TLDR: This research presents practical optimization techniques for deploying deep neural network-based hyperspectral imaging segmentation on FPGA-based Systems-on-Chip for autonomous driving. By combining hardware/software co-design, advanced data preprocessing, and significant model compression (reducing operations by an order of magnitude and parameters by two orders of magnitude), the system achieves high accuracy with improved speed and power efficiency, addressing the challenges of real-time edge deployment.
Autonomous driving systems (ADS) rely heavily on vision sensors to understand their surroundings, but traditional greyscale and RGB cameras have limitations, especially when different materials appear similar under certain lighting conditions—a phenomenon known as metamerism. Hyperspectral imaging (HSI) offers a promising solution by capturing a wider range of spectral information, providing richer data that can help overcome these limitations and improve the accuracy of detection and scene understanding.
However, integrating advanced computer algorithms like deep neural networks (DNNs) with HSI for real-time applications in safety-critical systems like ADS presents significant challenges. DNNs are often computationally intensive, and HSI data requires extensive preprocessing. Deploying these complex systems on edge platforms, which have limited resources, demands a careful co-design of both software and hardware to ensure efficiency, low latency, and reduced resource consumption.
A Practical Approach to Optimization
Researchers from the University of the Basque Country (UPV/EHU) have developed a set of optimization techniques for a DNN-based HSI segmentation processor deployed on a field-programmable gate array (FPGA)-based System-on-Chip (SoC) specifically for ADS. Their work, detailed in the paper “Optimization of DNN-based HSI Segmentation FPGA-based SoC for ADS: A Practical Approach”, focuses on practical co-design strategies.
The core of their solution involves several key optimizations: a functional distribution of tasks between software and hardware, hardware-aware preprocessing of HSI data, and significant compression of the machine learning model. They also implemented a complete pipelined deployment, ensuring smooth and efficient operation.

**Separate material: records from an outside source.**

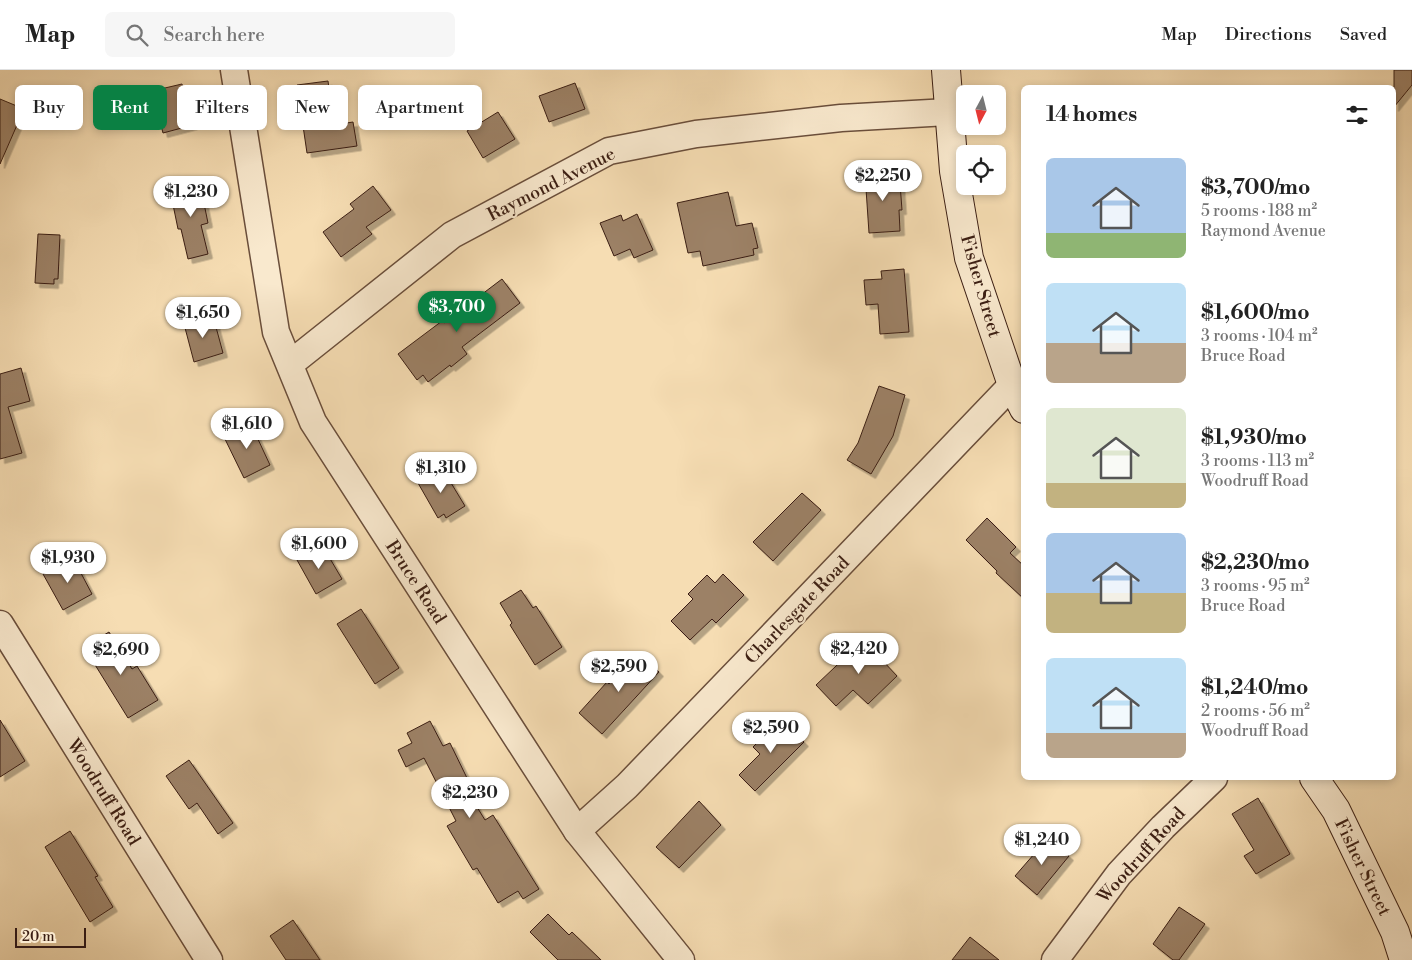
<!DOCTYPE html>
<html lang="en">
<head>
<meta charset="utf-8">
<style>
	body { margin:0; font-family:"Libre Bodoni",serif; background:#f6f6f6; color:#222; height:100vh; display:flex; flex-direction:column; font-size:19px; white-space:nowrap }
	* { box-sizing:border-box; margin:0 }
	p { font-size:16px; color:#767676 }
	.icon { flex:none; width:28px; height:28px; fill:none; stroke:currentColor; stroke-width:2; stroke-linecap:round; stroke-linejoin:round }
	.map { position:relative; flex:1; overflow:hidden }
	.details { position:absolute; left:1021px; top:15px; width:375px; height:695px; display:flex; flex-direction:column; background:#fff; border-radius:8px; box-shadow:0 2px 8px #0003 }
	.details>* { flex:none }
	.banner { position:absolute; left:15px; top:15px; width:475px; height:45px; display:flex; gap:10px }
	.needle { width:32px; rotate:187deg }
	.buttons { position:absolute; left:956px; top:15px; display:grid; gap:10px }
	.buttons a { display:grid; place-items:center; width:50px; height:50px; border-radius:8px; background:#fff; box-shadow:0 2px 8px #0003; font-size:25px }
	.scale { position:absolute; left:15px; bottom:12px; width:71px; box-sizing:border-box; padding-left:5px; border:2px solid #3b1e13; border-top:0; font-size:14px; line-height:18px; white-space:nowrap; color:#3b1e13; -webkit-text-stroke:4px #f9e9ce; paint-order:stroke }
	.price { position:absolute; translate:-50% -42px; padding:0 11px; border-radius:18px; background:#fff; color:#222; font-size:16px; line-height:32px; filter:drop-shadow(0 1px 2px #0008) }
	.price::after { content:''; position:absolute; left:50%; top:30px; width:15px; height:11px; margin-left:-8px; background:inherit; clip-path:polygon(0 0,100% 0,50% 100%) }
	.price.selected { background:#0b8043; color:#fff }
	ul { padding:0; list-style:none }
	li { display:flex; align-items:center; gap:15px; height:125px; padding:0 25px }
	li span { display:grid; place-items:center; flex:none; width:140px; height:100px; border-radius:8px; color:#555 }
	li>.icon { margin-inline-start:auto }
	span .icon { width:60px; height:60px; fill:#fffc; stroke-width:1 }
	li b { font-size:21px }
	h2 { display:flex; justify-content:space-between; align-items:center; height:60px; padding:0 25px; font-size:21px }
	.pill { padding:0 18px; border-radius:8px; background:#fff; box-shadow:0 2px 8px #0003; font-size:18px; line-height:45px }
	.pill.selected { background:#0b8043; color:#fff }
	header { display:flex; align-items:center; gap:30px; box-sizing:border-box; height:70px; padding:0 25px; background:#fff; border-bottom:1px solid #e0e0e0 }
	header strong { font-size:24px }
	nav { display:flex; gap:28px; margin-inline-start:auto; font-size:18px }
	.search { width:350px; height:45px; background:#f6f6f6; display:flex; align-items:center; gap:12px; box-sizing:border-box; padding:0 18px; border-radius:8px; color:#767676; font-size:19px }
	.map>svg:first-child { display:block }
	.building { fill:#9c8166; stroke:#3b1e13; filter:url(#shadow) }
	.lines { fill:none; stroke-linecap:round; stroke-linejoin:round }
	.street-casing { stroke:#6a4e3b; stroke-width:29 }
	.secondary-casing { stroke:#3b1e13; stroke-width:30 }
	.street { stroke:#f9e9ce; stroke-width:26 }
	.secondary { stroke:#f9e9ce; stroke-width:28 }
	.labels { text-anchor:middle; stroke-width:4.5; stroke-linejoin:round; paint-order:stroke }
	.street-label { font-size:18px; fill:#3b1e13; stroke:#f9e9ce }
</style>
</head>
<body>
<header>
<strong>Map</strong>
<div class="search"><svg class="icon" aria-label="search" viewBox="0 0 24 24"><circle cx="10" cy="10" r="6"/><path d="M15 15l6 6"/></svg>Search here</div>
<nav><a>Map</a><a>Directions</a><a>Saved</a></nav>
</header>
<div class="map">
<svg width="1412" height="890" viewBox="0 0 1412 890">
	<defs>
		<filter id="shadow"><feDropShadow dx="4.5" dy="4.5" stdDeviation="0" flood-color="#0004"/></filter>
	</defs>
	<rect width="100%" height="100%" fill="#f6ddb3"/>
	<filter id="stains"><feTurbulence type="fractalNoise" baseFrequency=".004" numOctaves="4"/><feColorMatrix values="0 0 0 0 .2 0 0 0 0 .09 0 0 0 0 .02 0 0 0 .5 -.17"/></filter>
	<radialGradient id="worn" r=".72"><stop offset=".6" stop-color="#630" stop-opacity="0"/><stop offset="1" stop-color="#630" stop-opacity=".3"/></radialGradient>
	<g class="building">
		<path d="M1394,0H1412V15L1394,37Z"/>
		<path d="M328,11L334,55L353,52L357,76L307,83L297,15Z"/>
		<path d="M575,13L585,39L549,52L539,26Z"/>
		<path d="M182,14L193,55L163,63L152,21Z"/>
		<path d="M0,29L24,39L0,94Z"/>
		<path d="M498,42L515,69L483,88L467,61Z"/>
		<path d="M895,102L896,114L900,113L902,140H899L900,161L869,163L865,104Z"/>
		<path d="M200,114L208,153L201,155L208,184L188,189L181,159H178L170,120Z"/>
		<path d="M373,116L391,140L366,157L372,164L341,187L323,162L354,139L350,134Z"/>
		<path d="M728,122L736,156L752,153L758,178L753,179L754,185L703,196L700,181L688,183L677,133Z"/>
		<path d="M637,144L653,180L634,188L630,179L614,186L600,153L621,145L623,151Z"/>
		<path d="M38,164L60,165L58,209H54V214L35,213Z"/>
		<path d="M904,199L909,262L880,264L878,234L866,235L864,210L882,209L881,201Z"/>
		<path d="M502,209L520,233L462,277L467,284L451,297L450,295L428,312L423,305L417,310L398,284L442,251L444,253Z"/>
		<path d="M213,246L223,283L194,292L184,254Z"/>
		<path d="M21,298L30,331L8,337L22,383L0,389V304Z"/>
		<path d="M879,316L905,325L893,366L871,404L847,390L858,373Z"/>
		<path d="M250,352L270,395L244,408L223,365Z"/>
		<path d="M442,398L465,436L446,448L444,444L438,448L418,413Z"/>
		<path d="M802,423L821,440L773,491L753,472Z"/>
		<path d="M987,448L1016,477L1010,483L1024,496V529L996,503L997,501L966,470Z"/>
		<path d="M322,475L342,509L316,524L297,490Z"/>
		<path d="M73,488L92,524L63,540L43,504Z"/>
		<path d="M723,504L744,525L716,553L712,549L690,570L671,551L693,529L688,524L707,505L715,513Z"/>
		<path d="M521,520L533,538L536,536L562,577L535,595L510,555L512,553L500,533Z"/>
		<path d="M361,539L399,598L375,614L337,554Z"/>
		<path d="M109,562L132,599L137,596L158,630L128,648L84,577Z"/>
		<path d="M875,570L889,584L882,590L897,606L868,634L853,620L836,636L816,615L855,578L860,584Z"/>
		<path d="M639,582L659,602L602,664L579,643L607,612L609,614Z"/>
		<path d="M781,649L804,672L755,721L739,705L760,684L753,677Z"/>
		<path d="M0,650L25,691L0,707Z"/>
		<path d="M430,651L443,676L450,673L467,708L461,711L485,750L493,745L539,819L523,829L518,821L498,833L477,798L473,800L447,756L456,751L424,688L406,697L398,680L412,673L407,663Z"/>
		<path d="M189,690L233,753L218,764L197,733L189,739L166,706Z"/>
		<path d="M1258,728L1290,784L1256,804L1244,786L1254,780L1232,744Z"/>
		<path d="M699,731L721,755L679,798L656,777Z"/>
		<path d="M70,761L98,806L95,807L113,837L90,852L45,777Z"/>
		<path d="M1048,768L1069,786L1037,825L1015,806Z"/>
		<path d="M1179,837L1205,854L1179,890H1173L1153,874Z"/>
		<path d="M548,844L569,865L572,862L601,890H558L530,862Z"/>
		<path d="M293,850L320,890H286L270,866Z"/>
		<path d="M970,867L999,890H952Z"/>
	</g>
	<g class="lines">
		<g class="street-casing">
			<g id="street">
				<path d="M234,0L276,262L313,352L577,761L681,890"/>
				<path d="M290,294L452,165L609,81L696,64L841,48L948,42"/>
				<path d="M0,554L209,890"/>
				<path d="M577,761L627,716L763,575L1012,315"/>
				<path d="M1055,890L1119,804L1163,757L1214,708"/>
			</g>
		</g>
		<g class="secondary-casing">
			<g id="secondary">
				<path d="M946,0L954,101L969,188L1012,315L1024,339"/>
				<path d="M1314,708L1336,740L1395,862L1404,890"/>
			</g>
		</g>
		<use href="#street" class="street"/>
		<use href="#secondary" class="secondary"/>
	</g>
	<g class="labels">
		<g class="street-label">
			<text transform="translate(551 114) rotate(-27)" y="6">Raymond Avenue</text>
			<text transform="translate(981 216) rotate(74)" y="6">Fisher Street</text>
			<text transform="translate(416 512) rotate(57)" y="6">Bruce Road</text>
			<text transform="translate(797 540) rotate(-46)" y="6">Charlesgate Road</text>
			<text transform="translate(104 722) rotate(58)" y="6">Woodruff Road</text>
			<text transform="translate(1141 785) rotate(-48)" y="6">Woodruff Road</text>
			<text transform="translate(1363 797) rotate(64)" y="6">Fisher Street</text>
		</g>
	</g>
	<rect width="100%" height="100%" filter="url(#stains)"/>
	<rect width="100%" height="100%" fill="url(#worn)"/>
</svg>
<div class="buttons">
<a><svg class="needle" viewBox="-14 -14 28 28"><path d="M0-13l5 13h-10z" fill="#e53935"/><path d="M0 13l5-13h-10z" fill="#767676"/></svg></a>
<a><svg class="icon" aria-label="locate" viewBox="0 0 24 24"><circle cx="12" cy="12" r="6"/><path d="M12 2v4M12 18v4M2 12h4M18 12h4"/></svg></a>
</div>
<div class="scale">20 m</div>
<b class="price" style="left:883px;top:132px">$2,250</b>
<b class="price" style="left:191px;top:148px">$1,230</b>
<b class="price selected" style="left:457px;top:263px">$3,700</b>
<b class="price" style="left:203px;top:269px">$1,650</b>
<b class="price" style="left:247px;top:380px">$1,610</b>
<b class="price" style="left:441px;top:424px">$1,310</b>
<b class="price" style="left:319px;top:500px">$1,600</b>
<b class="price" style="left:68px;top:514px">$1,930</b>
<b class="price" style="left:859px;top:605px">$2,420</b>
<b class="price" style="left:121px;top:606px">$2,690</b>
<b class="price" style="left:619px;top:623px">$2,590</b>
<b class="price" style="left:771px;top:684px">$2,590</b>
<b class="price" style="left:470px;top:749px">$2,230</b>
<b class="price" style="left:1042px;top:796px">$1,240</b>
<div class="banner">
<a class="pill">Buy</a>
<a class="pill selected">Rent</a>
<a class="pill">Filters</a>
<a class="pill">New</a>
<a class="pill">Apartment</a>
</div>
<section class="details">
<h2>14 homes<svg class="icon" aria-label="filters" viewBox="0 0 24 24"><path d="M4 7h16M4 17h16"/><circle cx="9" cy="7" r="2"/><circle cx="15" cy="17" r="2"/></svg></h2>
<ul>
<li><span style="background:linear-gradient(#a9c7e8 75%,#8fb573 0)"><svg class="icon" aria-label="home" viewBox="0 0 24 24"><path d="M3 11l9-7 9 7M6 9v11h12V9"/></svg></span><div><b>$3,700/mo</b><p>5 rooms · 188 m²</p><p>Raymond Avenue</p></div></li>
<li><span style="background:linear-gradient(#bfe0f5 60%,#b9a48a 0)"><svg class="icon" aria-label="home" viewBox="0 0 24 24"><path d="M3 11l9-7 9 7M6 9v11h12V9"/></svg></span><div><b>$1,600/mo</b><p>3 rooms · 104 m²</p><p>Bruce Road</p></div></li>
<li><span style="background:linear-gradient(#dfe7d0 75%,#c2b280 0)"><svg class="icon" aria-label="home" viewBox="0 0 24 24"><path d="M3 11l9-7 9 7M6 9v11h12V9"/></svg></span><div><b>$1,930/mo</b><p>3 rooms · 113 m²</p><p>Woodruff Road</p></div></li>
<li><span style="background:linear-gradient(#a9c7e8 60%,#c2b280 0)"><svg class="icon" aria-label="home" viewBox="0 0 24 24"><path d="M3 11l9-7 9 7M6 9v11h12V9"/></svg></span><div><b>$2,230/mo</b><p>3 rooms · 95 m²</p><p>Bruce Road</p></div></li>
<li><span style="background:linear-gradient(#bfe0f5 75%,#b9a48a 0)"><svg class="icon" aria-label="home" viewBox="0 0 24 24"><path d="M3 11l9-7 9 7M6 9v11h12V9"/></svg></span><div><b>$1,240/mo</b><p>2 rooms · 56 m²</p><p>Woodruff Road</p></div></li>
</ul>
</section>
</div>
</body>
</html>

Model Compression and Performance
The study utilized a U-Net architecture, a type of DNN well-suited for image segmentation, and trained it on the HSI-Drive v2.0 dataset. While U-Net is simpler than some state-of-the-art models, it still required optimization for edge deployment. The team applied advanced compression techniques, including post-training quantization, which converted the model from high-accuracy floating-point arithmetic to more efficient 8-bit integer operations. This drastically reduced the model’s memory footprint without noticeable degradation in segmentation accuracy.
Beyond quantization, an iterative structured pruning method was employed. Pruning involves removing the least significant parameters from the DNN. This technique significantly reduced the complexity of the designed DNN to just 24.34% of its original operations and a mere 1.02% of its original number of parameters. This massive reduction led to a 2.86x speed-up in the inference task—the process of making predictions—without any noticeable loss in segmentation accuracy. The researchers found that iterative pruning consistently outperformed one-shot pruning and even pre-training pruning methods, maintaining higher accuracy while achieving greater compression.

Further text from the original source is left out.